BRYSON, Circuit Judge.

Salem Financial, Inc., a subsidiary of Branch Banking & Trust Corporation (“BB & T”), challenges a final judgment of the Court of Federal Claims denying BB & T's claim for a refund of taxes, interest, and penalties. We affirm in part, reverse in part, and remand for further proceedings.

I
A

BB & T is a financial holding company chartered under the laws of North Carolina. In 2002, BB & T entered into a transaction with Barclays Bank PLC (“Barclays”), which is headquartered in the United Kingdom. The transaction, known as the Structured Trust Advantaged Repackaged Securities transaction (“STARS”), was in effect for nearly five years, from August 1, 2002, through April 5, 2007.

At issue in this case is the U.S. tax treatment of several aspects of BB & T's involvement in the STARS transaction. When the IRS reviewed BB & T's tax treatment of STARS, it disapproved various tax benefits that BB & T had claimed based on the transaction. In particular, the IRS disallowed foreign tax credits in the amount of $498,161,951.00; it disallowed interest deductions in the amount of $74,551,947.40; it imposed taxes on certain payments from Barclays to BB & T in the amount of $84,033,228.20; it disallowed certain transaction cost deductions in the amount of $2,630,125.05; and it imposed penalties in the amount of $112,766,901.80.

STARS was principally developed by Barclays and KPMG LLP, an international accounting firm. The original version of the STARS transaction was marketed to non-bank businesses as a means of enhancing investment yield for large, cash-rich corporations located in the United States by taking advantage of differences between the tax systems in the United States and in the United Kingdom. The central component of this early version of STARS was a trust having a U.K. trustee and paying U.K. taxes. The U.S. participant would then realize an economic benefit by claiming foreign tax credits for the U.K. taxes paid by the trust.
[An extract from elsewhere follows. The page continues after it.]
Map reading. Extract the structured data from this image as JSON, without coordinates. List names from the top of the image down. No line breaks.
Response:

In its original form, STARS failed to attract the non-bank entities Barclays had targeted. Those entities responded that the yield enhancement was not high enough to justify the level of complexity and potential risk in the transaction. With that feedback, Barclays combined the original STARS structure with a loan component in order to attract banks. Barclays and KPMG then promoted the new version of STARS as a “low cost financing” program. The economic benefit to the U.S. participant arising from the foreign tax credits remained the same, however, for both the early version and the later version of STARS.
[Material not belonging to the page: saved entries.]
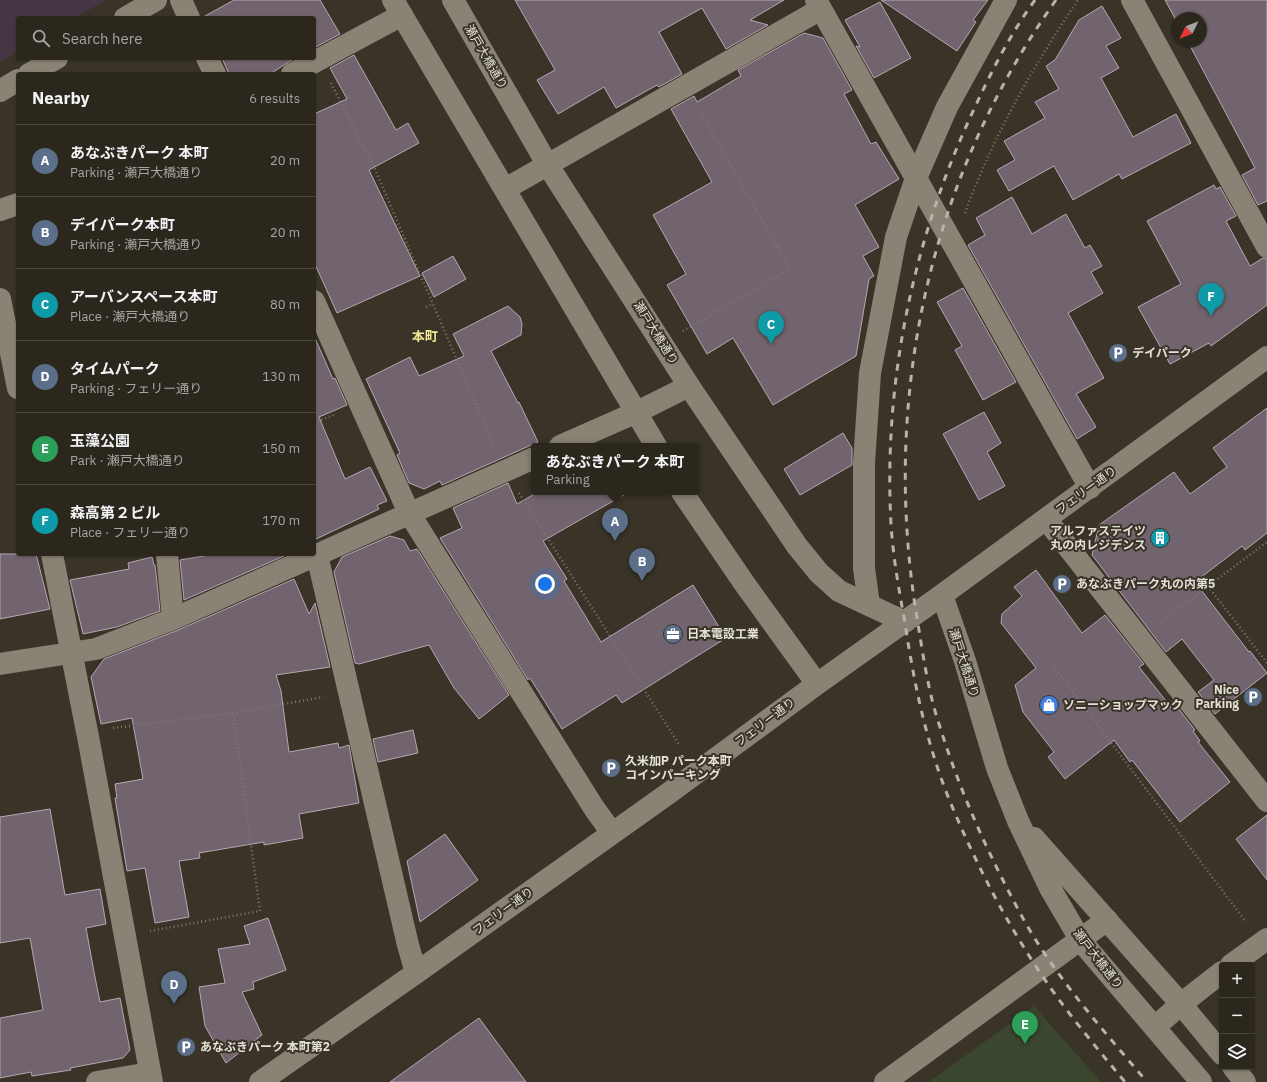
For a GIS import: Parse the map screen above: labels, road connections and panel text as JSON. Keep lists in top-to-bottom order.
{
  "streets": {
    "street": ["瀬戸大橋通り", "フェリー通り"]
  },
  "crossings": [
    ["瀬戸大橋通り", "フェリー通り"]
  ],
  "districts": ["本町"],
  "places": {
    "parking": [
      "デイパーク",
      "あなぶきパーク丸の内第5",
      "Nice Parking",
      "久米加P パーク本町 コインパーキング",
      "あなぶきパーク 本町第2"
    ],
    "building": ["アルファステイツ 丸の内レジデンス"],
    "office": ["日本電設工業"],
    "shop": ["ソニーショップマック"]
  },
  "north": "bottom left",
  "page": {
    "search": "Search here",
    "heading": ["Nearby", "6 results"],
    "list": [
      {
        "mark": "A",
        "name": "あなぶきパーク 本町",
        "note": "Parking · 瀬戸大橋通り",
        "value": "20 m"
      },
      {
        "mark": "B",
        "name": "デイパーク本町",
        "note": "Parking · 瀬戸大橋通り",
        "value": "20 m"
      },
      {
        "mark": "C",
        "name": "アーバンスペース本町",
        "note": "Place · 瀬戸大橋通り",
        "value": "80 m"
      },
      {
        "mark": "D",
        "name": "タイムパーク",
        "note": "Parking · フェリー通り",
        "value": "130 m"
      },
      {
        "mark": "E",
        "name": "玉藻公園",
        "note": "Park · 瀬戸大橋通り",
        "value": "150 m"
      },
      {
        "mark": "F",
        "name": "森高第２ビル",
        "note": "Place · フェリー通り",
        "value": "170 m"
      }
    ],
    "pins": [
      "F",
      "C",
      "A",
      "B",
      "D",
      "E"
    ],
    "popup": ["あなぶきパーク 本町", "Parking"],
    "map_buttons": ["+", "−"]
  }
}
In November 2001, Barclays representatives contacted the head of BB & T's Tax Department regarding the prospect of entering into a STARS transaction. The parties “discussed in some detail [BB & T's] appetite to do a [foreign tax credit] trade.” Shortly thereafter, BB & T met with KPMG and Barclays. At the time of that meeting, KPMG had participated in the implementation of STARS transactions between Barclays and two other U.S. banks, and BB & T was aware of that fact. It was proposed that BB & T would form a U.K. trust with its U.S.-based income-generating assets, and Barclays would provide a large loan to BB & T. KPMG and Barclays represented that BB & T would obtain foreign tax credits against its U.S. tax obligations for the U.K. taxes paid by the trust and also share in the tax benefits that Barclays would obtain from the U.K. based on its participation in the transaction.

The tax risks of STARS were apparent to BB & T from the outset. Those risks included that BB & T might be denied the full amount of the foreign tax credits on its U.S. taxes and that Barclays might be unable to obtain the expected tax benefits from the U.K. After a lengthy negotiation regarding the allocation of the tax risks, BB & T and Barclays reached an agreement and closed the transaction on August 1, 2002.

On KPMG's recommendation, BB & T engaged Sidley, Austin, Brown & Wood LLP (“Sidley”) as its tax advisor on the STARS transaction. Sidley issued its tax opinion on STARS in April 2003. In addition, BB & T tasked accounting firm PricewaterhouseCoopers (“PwC”), its outside auditor, with evaluating the tax reserve level of STARS.

B

STARS is a complex transaction consisting of many components. The trial court conducted a thorough analysis of the various structures and steps that made up STARS. We summarize below the most salient aspects of the transaction.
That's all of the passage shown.